DATA SECTION:
──────────
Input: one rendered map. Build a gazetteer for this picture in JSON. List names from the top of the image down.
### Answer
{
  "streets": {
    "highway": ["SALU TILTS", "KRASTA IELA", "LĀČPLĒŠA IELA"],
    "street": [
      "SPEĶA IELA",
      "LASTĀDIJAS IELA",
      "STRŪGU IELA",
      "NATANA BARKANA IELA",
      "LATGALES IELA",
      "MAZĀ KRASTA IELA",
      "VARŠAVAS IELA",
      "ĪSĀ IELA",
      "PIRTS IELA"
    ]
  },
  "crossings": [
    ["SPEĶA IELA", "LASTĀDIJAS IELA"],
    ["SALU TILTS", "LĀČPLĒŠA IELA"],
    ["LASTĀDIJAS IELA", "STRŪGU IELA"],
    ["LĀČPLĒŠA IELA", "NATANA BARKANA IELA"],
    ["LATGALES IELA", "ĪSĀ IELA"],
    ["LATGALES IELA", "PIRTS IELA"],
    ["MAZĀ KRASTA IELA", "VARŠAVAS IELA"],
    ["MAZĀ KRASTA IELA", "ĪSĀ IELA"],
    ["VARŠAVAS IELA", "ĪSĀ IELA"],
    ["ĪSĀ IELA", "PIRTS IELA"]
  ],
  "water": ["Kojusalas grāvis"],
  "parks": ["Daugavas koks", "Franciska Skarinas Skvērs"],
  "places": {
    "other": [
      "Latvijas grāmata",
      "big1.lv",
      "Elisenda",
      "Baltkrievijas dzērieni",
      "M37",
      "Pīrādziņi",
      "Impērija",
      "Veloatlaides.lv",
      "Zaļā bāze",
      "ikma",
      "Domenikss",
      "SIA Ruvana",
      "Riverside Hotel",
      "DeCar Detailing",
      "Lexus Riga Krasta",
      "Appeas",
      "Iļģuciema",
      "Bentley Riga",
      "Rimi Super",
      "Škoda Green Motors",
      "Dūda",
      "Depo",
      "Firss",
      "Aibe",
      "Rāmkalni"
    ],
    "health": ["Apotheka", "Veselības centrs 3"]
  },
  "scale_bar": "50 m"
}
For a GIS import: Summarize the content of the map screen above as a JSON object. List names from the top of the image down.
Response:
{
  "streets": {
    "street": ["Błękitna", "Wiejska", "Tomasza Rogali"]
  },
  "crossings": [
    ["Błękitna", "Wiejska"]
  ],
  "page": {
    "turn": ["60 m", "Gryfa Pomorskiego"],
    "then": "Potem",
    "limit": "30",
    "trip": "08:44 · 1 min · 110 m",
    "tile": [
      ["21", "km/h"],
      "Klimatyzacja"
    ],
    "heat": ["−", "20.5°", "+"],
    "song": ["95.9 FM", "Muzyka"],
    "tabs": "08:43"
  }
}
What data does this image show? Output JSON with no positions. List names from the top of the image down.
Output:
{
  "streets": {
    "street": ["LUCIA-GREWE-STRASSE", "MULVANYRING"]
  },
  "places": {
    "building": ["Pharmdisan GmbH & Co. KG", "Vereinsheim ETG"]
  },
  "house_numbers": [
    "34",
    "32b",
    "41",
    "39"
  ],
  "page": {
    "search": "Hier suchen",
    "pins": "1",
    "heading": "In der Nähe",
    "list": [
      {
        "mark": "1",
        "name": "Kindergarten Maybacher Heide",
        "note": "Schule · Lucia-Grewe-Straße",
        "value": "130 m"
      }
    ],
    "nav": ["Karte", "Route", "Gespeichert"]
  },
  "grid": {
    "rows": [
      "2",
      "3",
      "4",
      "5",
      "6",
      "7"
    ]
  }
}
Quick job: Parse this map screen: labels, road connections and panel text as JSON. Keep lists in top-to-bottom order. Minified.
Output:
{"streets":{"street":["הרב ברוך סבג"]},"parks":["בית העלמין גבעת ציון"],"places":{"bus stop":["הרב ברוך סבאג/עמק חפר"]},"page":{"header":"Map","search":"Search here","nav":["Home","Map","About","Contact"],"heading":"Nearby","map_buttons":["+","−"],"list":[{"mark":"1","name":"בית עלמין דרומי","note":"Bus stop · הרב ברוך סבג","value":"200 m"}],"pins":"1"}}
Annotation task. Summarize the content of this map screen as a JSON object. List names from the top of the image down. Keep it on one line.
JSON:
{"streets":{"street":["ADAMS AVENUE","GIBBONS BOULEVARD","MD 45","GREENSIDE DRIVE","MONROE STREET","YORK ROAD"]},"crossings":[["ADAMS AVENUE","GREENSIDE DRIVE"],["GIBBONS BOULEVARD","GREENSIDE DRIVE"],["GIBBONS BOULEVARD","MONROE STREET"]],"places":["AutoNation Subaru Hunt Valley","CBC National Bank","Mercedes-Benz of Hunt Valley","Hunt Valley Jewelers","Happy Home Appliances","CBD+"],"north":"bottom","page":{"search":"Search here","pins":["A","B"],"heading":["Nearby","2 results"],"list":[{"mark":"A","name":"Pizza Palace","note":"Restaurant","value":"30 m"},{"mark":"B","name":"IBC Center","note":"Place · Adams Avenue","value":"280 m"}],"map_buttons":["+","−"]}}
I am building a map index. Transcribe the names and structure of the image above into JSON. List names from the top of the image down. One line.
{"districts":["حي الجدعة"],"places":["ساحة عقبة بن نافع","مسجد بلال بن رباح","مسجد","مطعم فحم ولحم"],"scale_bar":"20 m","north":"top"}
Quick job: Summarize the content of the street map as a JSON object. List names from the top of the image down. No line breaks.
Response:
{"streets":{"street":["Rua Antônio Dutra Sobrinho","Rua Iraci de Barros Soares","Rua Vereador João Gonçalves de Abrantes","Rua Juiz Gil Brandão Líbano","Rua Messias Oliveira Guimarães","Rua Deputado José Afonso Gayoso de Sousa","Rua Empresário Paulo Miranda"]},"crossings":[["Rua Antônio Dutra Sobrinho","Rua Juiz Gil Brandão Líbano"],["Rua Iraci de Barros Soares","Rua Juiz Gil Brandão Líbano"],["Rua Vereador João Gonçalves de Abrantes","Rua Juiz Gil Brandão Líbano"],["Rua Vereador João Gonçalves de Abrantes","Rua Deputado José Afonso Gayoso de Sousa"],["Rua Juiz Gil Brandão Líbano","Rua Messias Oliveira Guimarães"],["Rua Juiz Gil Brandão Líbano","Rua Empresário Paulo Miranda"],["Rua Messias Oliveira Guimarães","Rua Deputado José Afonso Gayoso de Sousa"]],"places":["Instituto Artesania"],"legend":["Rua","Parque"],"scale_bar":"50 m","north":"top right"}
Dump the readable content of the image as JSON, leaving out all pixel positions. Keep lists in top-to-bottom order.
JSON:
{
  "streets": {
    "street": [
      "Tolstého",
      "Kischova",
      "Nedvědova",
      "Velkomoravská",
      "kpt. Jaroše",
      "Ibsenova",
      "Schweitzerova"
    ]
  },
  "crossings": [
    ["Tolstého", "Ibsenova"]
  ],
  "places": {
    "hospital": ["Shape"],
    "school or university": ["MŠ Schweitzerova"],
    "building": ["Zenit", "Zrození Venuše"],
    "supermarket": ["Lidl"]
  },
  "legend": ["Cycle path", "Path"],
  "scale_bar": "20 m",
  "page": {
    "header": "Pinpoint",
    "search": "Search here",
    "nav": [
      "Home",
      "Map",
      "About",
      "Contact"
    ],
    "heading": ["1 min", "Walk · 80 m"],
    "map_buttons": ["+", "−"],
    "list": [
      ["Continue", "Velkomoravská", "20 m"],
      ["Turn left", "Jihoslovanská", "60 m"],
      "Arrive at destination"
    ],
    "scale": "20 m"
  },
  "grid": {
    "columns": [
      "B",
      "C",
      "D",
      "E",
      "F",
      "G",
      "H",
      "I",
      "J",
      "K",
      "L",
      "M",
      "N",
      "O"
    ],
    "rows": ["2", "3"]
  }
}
──────────
WHAT THE EXERCISE ASKS:
Without any change, reproduce the data in full.

ANSWER TO THIS TASK:
Input: one rendered map. Build a gazetteer for this picture in JSON. List names from the top of the image down.
### Answer
{
  "streets": {
    "highway": ["SALU TILTS", "KRASTA IELA", "LĀČPLĒŠA IELA"],
    "street": [
      "SPEĶA IELA",
      "LASTĀDIJAS IELA",
      "STRŪGU IELA",
      "NATANA BARKANA IELA",
      "LATGALES IELA",
      "MAZĀ KRASTA IELA",
      "VARŠAVAS IELA",
      "ĪSĀ IELA",
      "PIRTS IELA"
    ]
  },
  "crossings": [
    ["SPEĶA IELA", "LASTĀDIJAS IELA"],
    ["SALU TILTS", "LĀČPLĒŠA IELA"],
    ["LASTĀDIJAS IELA", "STRŪGU IELA"],
    ["LĀČPLĒŠA IELA", "NATANA BARKANA IELA"],
    ["LATGALES IELA", "ĪSĀ IELA"],
    ["LATGALES IELA", "PIRTS IELA"],
    ["MAZĀ KRASTA IELA", "VARŠAVAS IELA"],
    ["MAZĀ KRASTA IELA", "ĪSĀ IELA"],
    ["VARŠAVAS IELA", "ĪSĀ IELA"],
    ["ĪSĀ IELA", "PIRTS IELA"]
  ],
  "water": ["Kojusalas grāvis"],
  "parks": ["Daugavas koks", "Franciska Skarinas Skvērs"],
  "places": {
    "other": [
      "Latvijas grāmata",
      "big1.lv",
      "Elisenda",
      "Baltkrievijas dzērieni",
      "M37",
      "Pīrādziņi",
      "Impērija",
      "Veloatlaides.lv",
      "Zaļā bāze",
      "ikma",
      "Domenikss",
      "SIA Ruvana",
      "Riverside Hotel",
      "DeCar Detailing",
      "Lexus Riga Krasta",
      "Appeas",
      "Iļģuciema",
      "Bentley Riga",
      "Rimi Super",
      "Škoda Green Motors",
      "Dūda",
      "Depo",
      "Firss",
      "Aibe",
      "Rāmkalni"
    ],
    "health": ["Apotheka", "Veselības centrs 3"]
  },
  "scale_bar": "50 m"
}
For a GIS import: Summarize the content of the map screen above as a JSON object. List names from the top of the image down.
Response:
{
  "streets": {
    "street": ["Błękitna", "Wiejska", "Tomasza Rogali"]
  },
  "crossings": [
    ["Błękitna", "Wiejska"]
  ],
  "page": {
    "turn": ["60 m", "Gryfa Pomorskiego"],
    "then": "Potem",
    "limit": "30",
    "trip": "08:44 · 1 min · 110 m",
    "tile": [
      ["21", "km/h"],
      "Klimatyzacja"
    ],
    "heat": ["−", "20.5°", "+"],
    "song": ["95.9 FM", "Muzyka"],
    "tabs": "08:43"
  }
}
What data does this image show? Output JSON with no positions. List names from the top of the image down.
Output:
{
  "streets": {
    "street": ["LUCIA-GREWE-STRASSE", "MULVANYRING"]
  },
  "places": {
    "building": ["Pharmdisan GmbH & Co. KG", "Vereinsheim ETG"]
  },
  "house_numbers": [
    "34",
    "32b",
    "41",
    "39"
  ],
  "page": {
    "search": "Hier suchen",
    "pins": "1",
    "heading": "In der Nähe",
    "list": [
      {
        "mark": "1",
        "name": "Kindergarten Maybacher Heide",
        "note": "Schule · Lucia-Grewe-Straße",
        "value": "130 m"
      }
    ],
    "nav": ["Karte", "Route", "Gespeichert"]
  },
  "grid": {
    "rows": [
      "2",
      "3",
      "4",
      "5",
      "6",
      "7"
    ]
  }
}
Quick job: Parse this map screen: labels, road connections and panel text as JSON. Keep lists in top-to-bottom order. Minified.
Output:
{"streets":{"street":["הרב ברוך סבג"]},"parks":["בית העלמין גבעת ציון"],"places":{"bus stop":["הרב ברוך סבאג/עמק חפר"]},"page":{"header":"Map","search":"Search here","nav":["Home","Map","About","Contact"],"heading":"Nearby","map_buttons":["+","−"],"list":[{"mark":"1","name":"בית עלמין דרומי","note":"Bus stop · הרב ברוך סבג","value":"200 m"}],"pins":"1"}}
Annotation task. Summarize the content of this map screen as a JSON object. List names from the top of the image down. Keep it on one line.
JSON:
{"streets":{"street":["ADAMS AVENUE","GIBBONS BOULEVARD","MD 45","GREENSIDE DRIVE","MONROE STREET","YORK ROAD"]},"crossings":[["ADAMS AVENUE","GREENSIDE DRIVE"],["GIBBONS BOULEVARD","GREENSIDE DRIVE"],["GIBBONS BOULEVARD","MONROE STREET"]],"places":["AutoNation Subaru Hunt Valley","CBC National Bank","Mercedes-Benz of Hunt Valley","Hunt Valley Jewelers","Happy Home Appliances","CBD+"],"north":"bottom","page":{"search":"Search here","pins":["A","B"],"heading":["Nearby","2 results"],"list":[{"mark":"A","name":"Pizza Palace","note":"Restaurant","value":"30 m"},{"mark":"B","name":"IBC Center","note":"Place · Adams Avenue","value":"280 m"}],"map_buttons":["+","−"]}}
I am building a map index. Transcribe the names and structure of the image above into JSON. List names from the top of the image down. One line.
{"districts":["حي الجدعة"],"places":["ساحة عقبة بن نافع","مسجد بلال بن رباح","مسجد","مطعم فحم ولحم"],"scale_bar":"20 m","north":"top"}
Quick job: Summarize the content of the street map as a JSON object. List names from the top of the image down. No line breaks.
Response:
{"streets":{"street":["Rua Antônio Dutra Sobrinho","Rua Iraci de Barros Soares","Rua Vereador João Gonçalves de Abrantes","Rua Juiz Gil Brandão Líbano","Rua Messias Oliveira Guimarães","Rua Deputado José Afonso Gayoso de Sousa","Rua Empresário Paulo Miranda"]},"crossings":[["Rua Antônio Dutra Sobrinho","Rua Juiz Gil Brandão Líbano"],["Rua Iraci de Barros Soares","Rua Juiz Gil Brandão Líbano"],["Rua Vereador João Gonçalves de Abrantes","Rua Juiz Gil Brandão Líbano"],["Rua Vereador João Gonçalves de Abrantes","Rua Deputado José Afonso Gayoso de Sousa"],["Rua Juiz Gil Brandão Líbano","Rua Messias Oliveira Guimarães"],["Rua Juiz Gil Brandão Líbano","Rua Empresário Paulo Miranda"],["Rua Messias Oliveira Guimarães","Rua Deputado José Afonso Gayoso de Sousa"]],"places":["Instituto Artesania"],"legend":["Rua","Parque"],"scale_bar":"50 m","north":"top right"}
Dump the readable content of the image as JSON, leaving out all pixel positions. Keep lists in top-to-bottom order.
JSON:
{
  "streets": {
    "street": [
      "Tolstého",
      "Kischova",
      "Nedvědova",
      "Velkomoravská",
      "kpt. Jaroše",
      "Ibsenova",
      "Schweitzerova"
    ]
  },
  "crossings": [
    ["Tolstého", "Ibsenova"]
  ],
  "places": {
    "hospital": ["Shape"],
    "school or university": ["MŠ Schweitzerova"],
    "building": ["Zenit", "Zrození Venuše"],
    "supermarket": ["Lidl"]
  },
  "legend": ["Cycle path", "Path"],
  "scale_bar": "20 m",
  "page": {
    "header": "Pinpoint",
    "search": "Search here",
    "nav": [
      "Home",
      "Map",
      "About",
      "Contact"
    ],
    "heading": ["1 min", "Walk · 80 m"],
    "map_buttons": ["+", "−"],
    "list": [
      ["Continue", "Velkomoravská", "20 m"],
      ["Turn left", "Jihoslovanská", "60 m"],
      "Arrive at destination"
    ],
    "scale": "20 m"
  },
  "grid": {
    "columns": [
      "B",
      "C",
      "D",
      "E",
      "F",
      "G",
      "H",
      "I",
      "J",
      "K",
      "L",
      "M",
      "N",
      "O"
    ],
    "rows": ["2", "3"]
  }
}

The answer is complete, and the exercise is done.